Thirty-three female patients diagnosed with AN according to DSM-5 criteria81, and with a body mass index (BMI) of 15 kg/m2 or below were recruited from two inpatient eating disorder facilities in Germany (Klinik Lüneburger Heide and Hannover Medical School). The DSM-5 defines AN by (a) a restriction of energy intake leading to a significant low body weight, (b) an intense fear of gaining weight or becoming fat, and (c) an unduly influence of body weight or shape on self-worth. Patients with AN were investigated shortly after hospitalization, prior to undergoing an inpatient treatment program to gain weight, and again after having achieved an increase in body cell mass of 2 kg or more. The second skin sampling time point was strategically defined. Full weight restoration in adult patients takes years to achieve and is not usually accomplished during inpatient care. Adult patients are typically discharged from inpatient care when they are still underweight, but after some degree of weight gain or symptom reduction has been achieved. Outpatient treatment usually follows discharge. Further, even modest weight gain, e.g., 2 kg, can be a therapeutic challenge in low weight patient populations. Moreover, we expected an effect on biological parameters after a modest weight gain of one BMI unit. Thus, an increase in body cell mass of 2 kg or more, which was deemed to be both therapeutically appropriate and achievable within a reasonable timeframe while still undergoing inpatient therapy, was defined as the second sampling point. One patient with AN withdrew from the study prior to the second sampling point. Randomly selected healthy-weight control subjects, defined by a BMI between 18.5 and 25.0 kg/m2, included thirty-three age-matched females without a psychiatric history and free of current mental disorders. Controls were investigated at one time point. Inclusion criteria for all subjects included a minimum age of 16 years, non-smoking status, and to be visually free from skin disorders. All subjects were free from inflammatory disease and immunosuppressive drugs. Final sample sizes included 287 skin rinsing samples from 32 patients with AN and 33 control subjects (Table 1; Supplementary Table S1).

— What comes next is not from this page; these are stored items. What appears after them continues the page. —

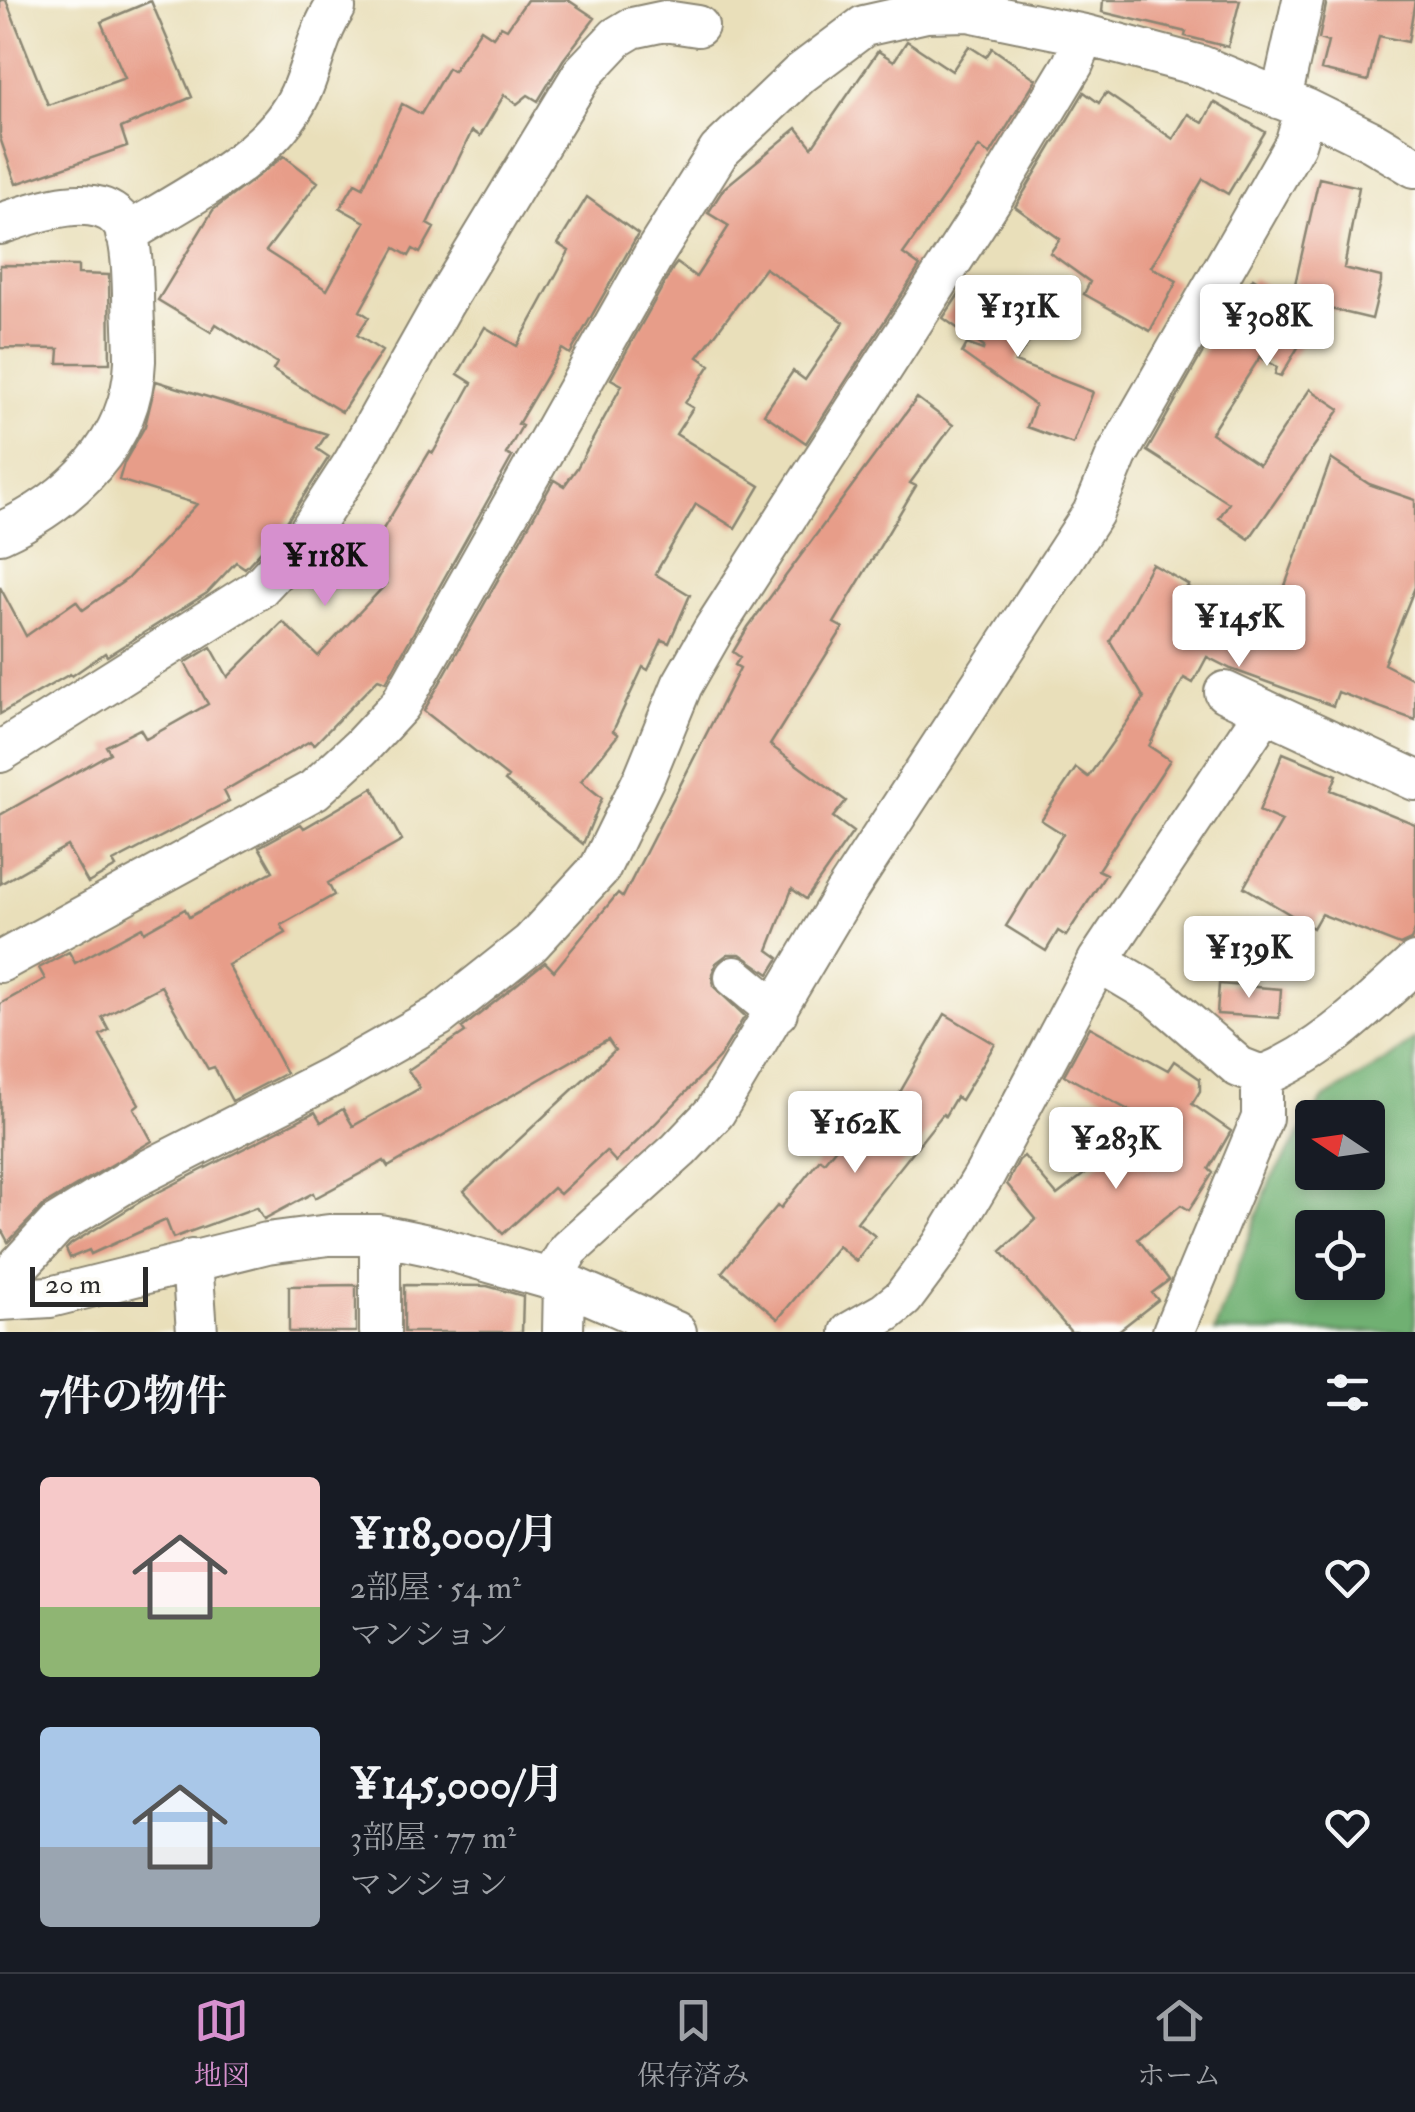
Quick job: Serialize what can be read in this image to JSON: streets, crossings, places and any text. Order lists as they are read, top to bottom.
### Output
{
  "scale_bar": "20 m",
  "north": "left",
  "page": {
    "price": [
      "¥131K",
      "¥308K",
      "¥118K",
      "¥145K",
      "¥139K",
      "¥162K",
      "¥283K"
    ],
    "scale": "20 m",
    "heading": "7件の物件",
    "list": [
      {
        "name": "¥118,000/月",
        "note": "2部屋 · 54 m² · マンション"
      },
      {
        "name": "¥145,000/月",
        "note": "3部屋 · 77 m² · マンション"
      }
    ],
    "tabs": ["地図", "保存済み", "ホーム"]
  }
}
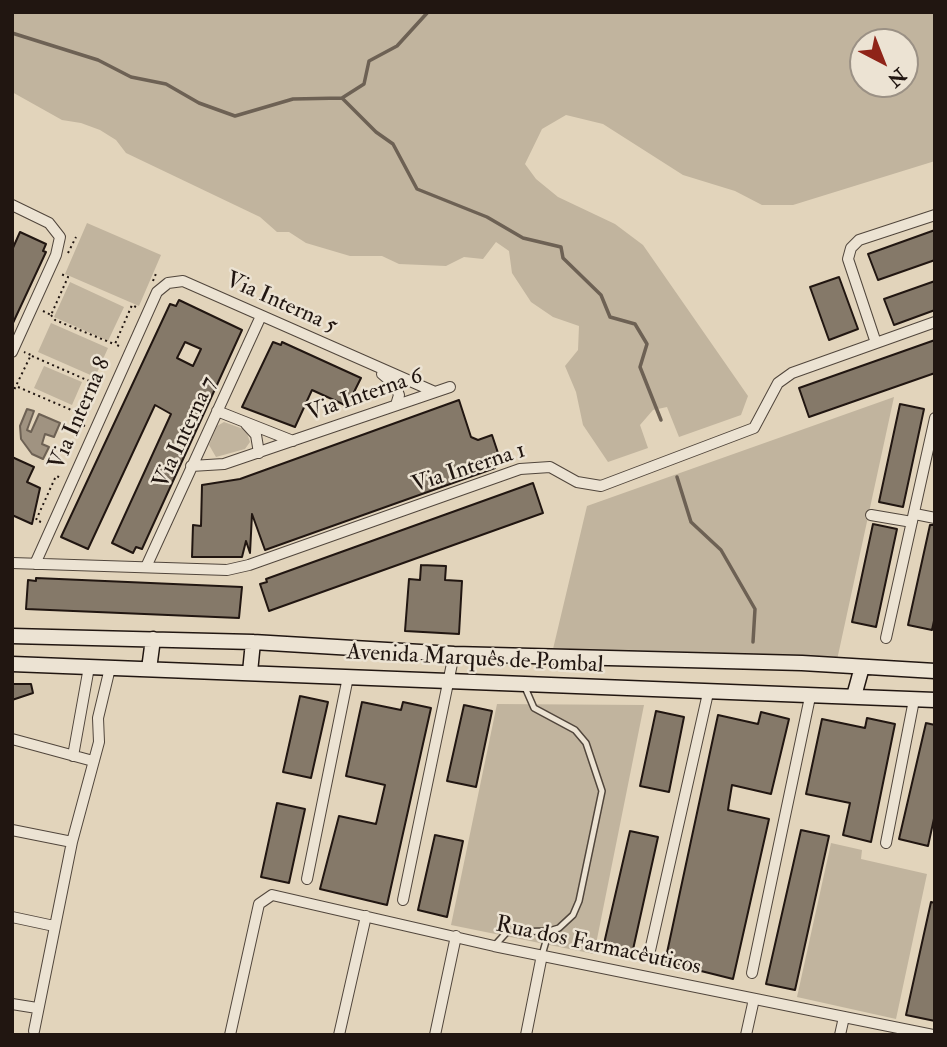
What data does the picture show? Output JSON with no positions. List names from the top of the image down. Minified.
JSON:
{"streets":{"main road":["Avenida Marquês de Pombal"],"street":["Via Interna 5","Via Interna 6","Via Interna 8","Via Interna 7","Via Interna 1","Rua dos Farmacêuticos"]},"crossings":[["Via Interna 5","Via Interna 6"],["Via Interna 5","Via Interna 8"],["Via Interna 5","Via Interna 7"],["Via Interna 6","Via Interna 7"],["Via Interna 8","Via Interna 1"],["Via Interna 7","Via Interna 1"]],"north":"bottom right"}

Subjects underwent a clinical interview to gather socio-demographic information and medical history. Subjects were weighed using a standardized scale. BMI was calculated using height and weight data. Bioelectrical impedance analysis (BIACORPUS RX 4004 M, Medical Healthcare GmbH, Karlsruhe, Germany) was used to verify an increase in body cell mass of at least 2 kg prior to the second sampling point for the patients with AN.
A standardized sampling procedure was implemented by Bendix et al.28, whereby sampling was conducted in the same location by one investigator at the same time to minimize putative influences of the circadian rhythm82. Three standardized body sites measuring 1.77 cm2 in size and comprising diverse skin microenvironments (i.e., sebaceous, moist, and dry body regions) were selected: forehead (sebaceous), inner elbow (moist), and ventral side of the lower forearm (dry; Fig. 1). All subjects avoided cosmetics, lotions, and other topical products the morning of testing. Subjects abstained from physical exercise the morning of sampling days, as exercise may increase AMP expression83. Subjects were placed in appropriate positions to collect samples from the various locations. For example, forehead sampling could be carried out with the subject placed in a supine position. Negative sampling controls including ambient air, room controls, and/or negative extraction controls were included for each sampling batch. Ambient air controls containing aliquots of the rinsing buffer solution used at the study site were opened and closed quickly, and then processed as samples. Room controls containing aliquots of the rinsing buffer solution used at the study site were left open for the duration of the rinsing procedure before being processed.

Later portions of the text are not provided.